The Behance curation consists in the selection of projects to be showcased on the Behance gallery and the industry-specific Served Sites. In order to do this our team reviews every single featureable project uploaded to Behance. We look at thousands of projects every day and select them for more than 60 different categories and creative fields including the Behance gallery, the existing Served Sites, and future ones. Each of these selections is then reviewed again and arranged independently, and continuously, to make the best possible showcase of all the work uploaded to the network by Behance members.

The editorial direction that this selection follows addresses a clear list of goals for the galleries: to promote the work of Behance members, to attract both new members to the network and visitors to the sites, and finally to educate members on how to present their work by showcasing the best examples. According to these objectives, our galleries are a mix of the highest quality work, the most popular in views and appreciations, and the best presented in terms of communication, aesthetics, and professionalism.
 
A project featured at Behance results in thousands of views and translates into contract work, job offers, sales, and in some cases, becomes a life-changing experience. The Behance curation team takes this power as a serious responsibility.

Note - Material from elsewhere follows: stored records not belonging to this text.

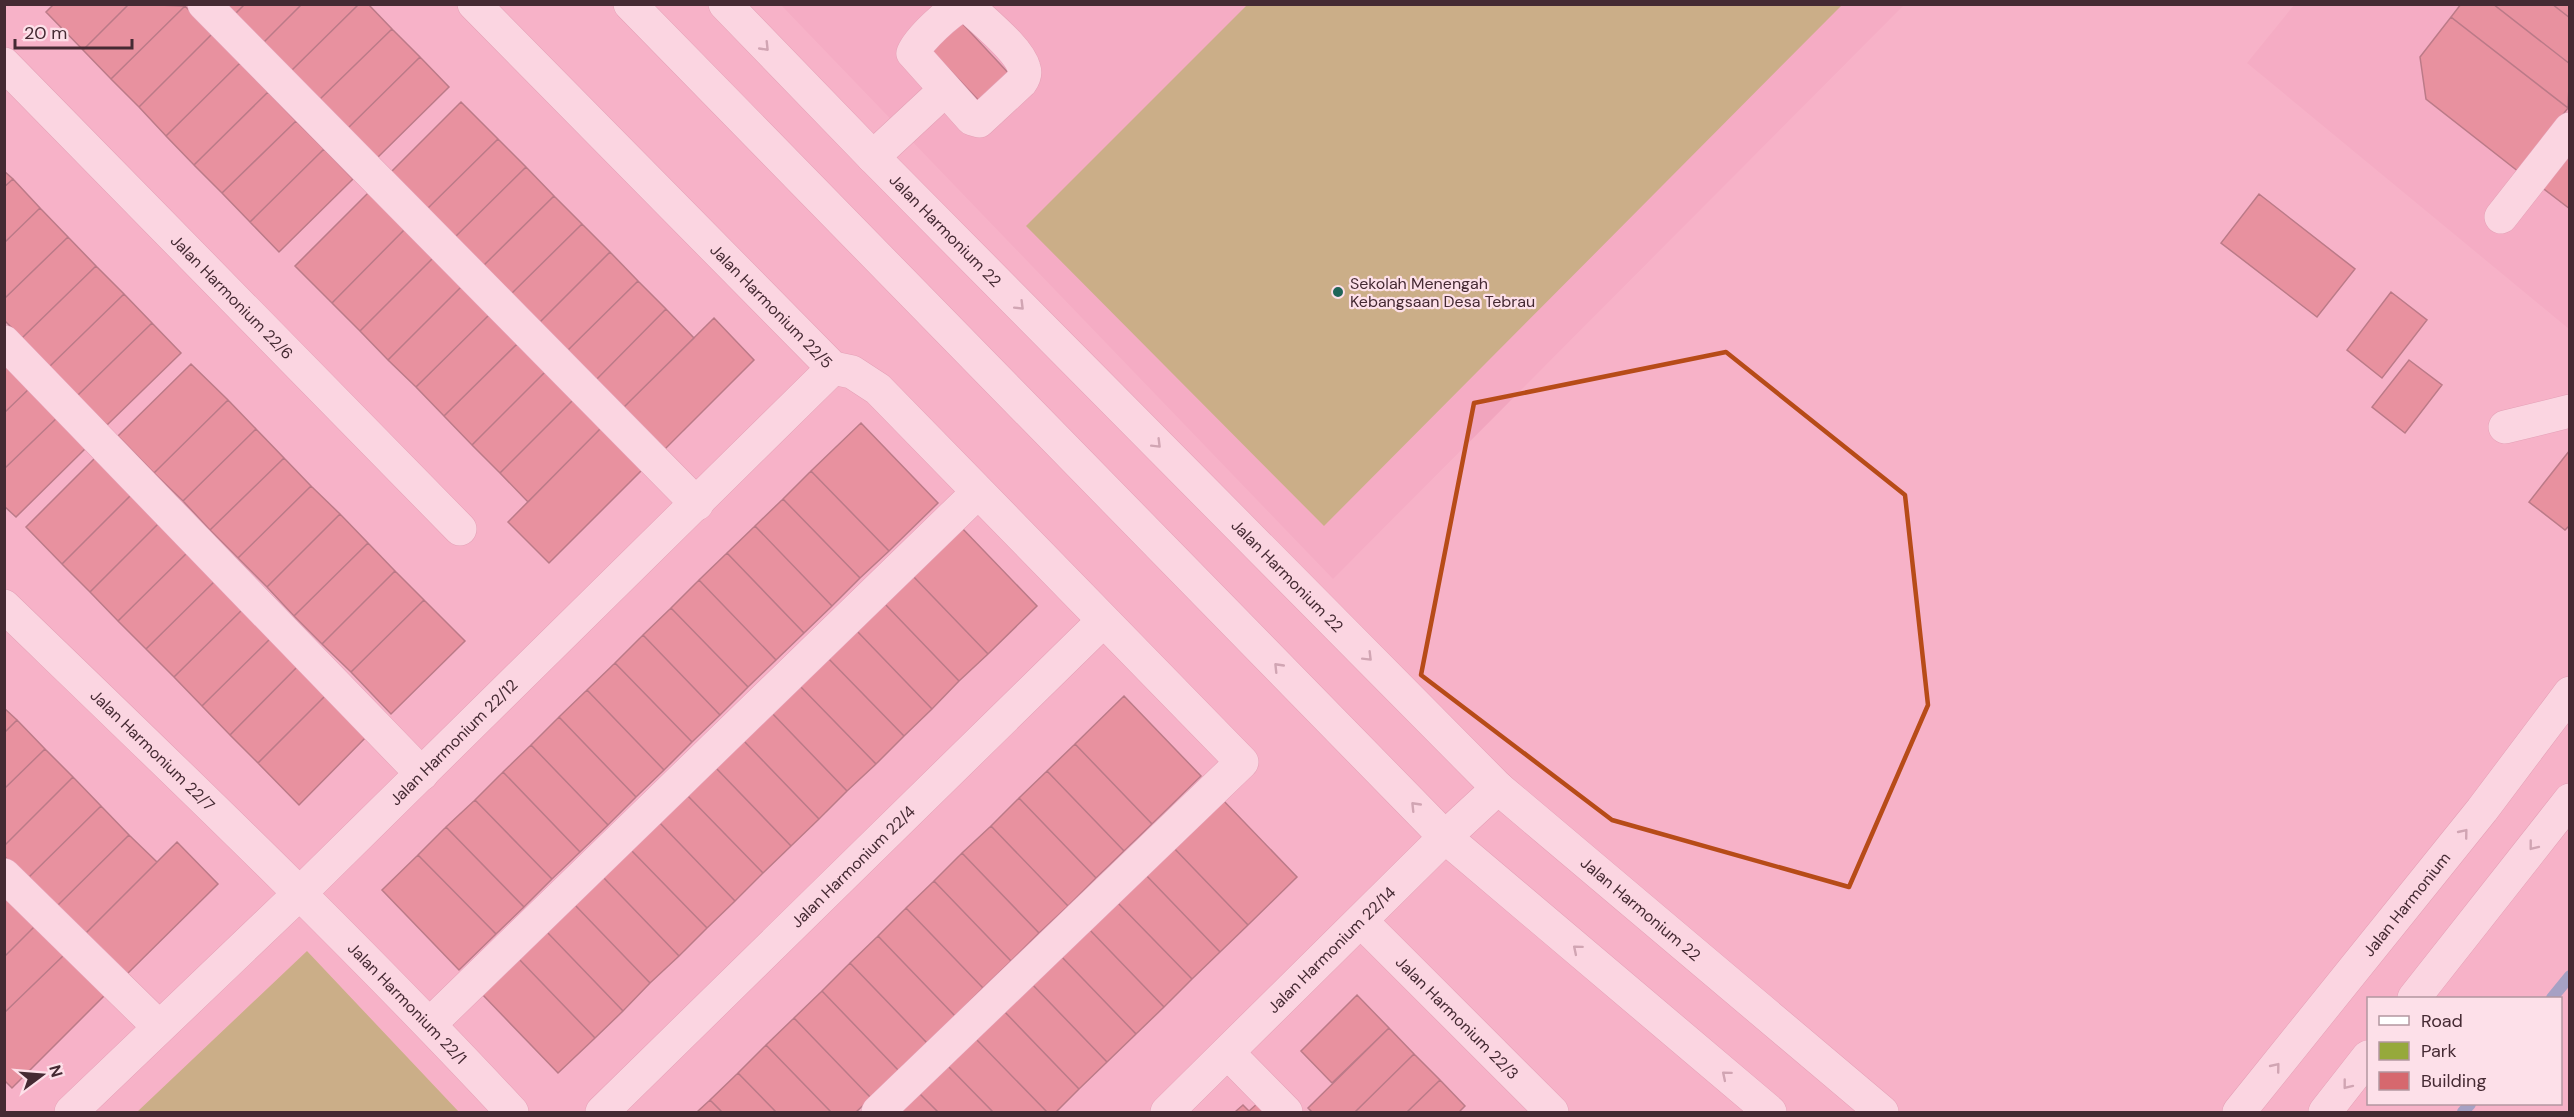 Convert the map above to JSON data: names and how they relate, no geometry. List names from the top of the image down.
{
  "streets": {
    "street": [
      "Jalan Harmonium 22",
      "Jalan Harmonium 22/6",
      "Jalan Harmonium 22/5",
      "Jalan Harmonium 22/12",
      "Jalan Harmonium 22/7",
      "Jalan Harmonium 22/4",
      "Jalan Harmonium",
      "Jalan Harmonium 22/14",
      "Jalan Harmonium 22/1",
      "Jalan Harmonium 22/3"
    ]
  },
  "crossings": [
    ["Jalan Harmonium 22", "Jalan Harmonium 22/14"],
    ["Jalan Harmonium 22/5", "Jalan Harmonium 22/12"],
    ["Jalan Harmonium 22/5", "Jalan Harmonium 22/4"],
    ["Jalan Harmonium 22/12", "Jalan Harmonium 22/7"],
    ["Jalan Harmonium 22/12", "Jalan Harmonium 22/1"],
    ["Jalan Harmonium 22/7", "Jalan Harmonium 22/1"],
    ["Jalan Harmonium 22/14", "Jalan Harmonium 22/3"]
  ],
  "places": ["Sekolah Menengah Kebangsaan Desa Tebrau"],
  "legend": ["Road", "Park", "Building"],
  "scale_bar": "20 m",
  "north": "right"
}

In addition to the promise of impartiality, fairness, and objectiveness in the selection, we established a series of rules such as not to feature a member more than once a week across the galleries, not to feature projects with less than 3 images, and not to feature projects “as portfolios” but ones with a single and clear concept, for example, an identity for a company, a photographic documentary, or an art exhibition.

As Behance wants to reach all the fields in the creative industry, we also established a formula for the network gallery to feature as many different fields as possible, always limited by the level of quality on the site and by the existing work available. In that sense we consider ourselves more editors than curators as we try to show the best that has been published, and presented as it is, on the Behance network.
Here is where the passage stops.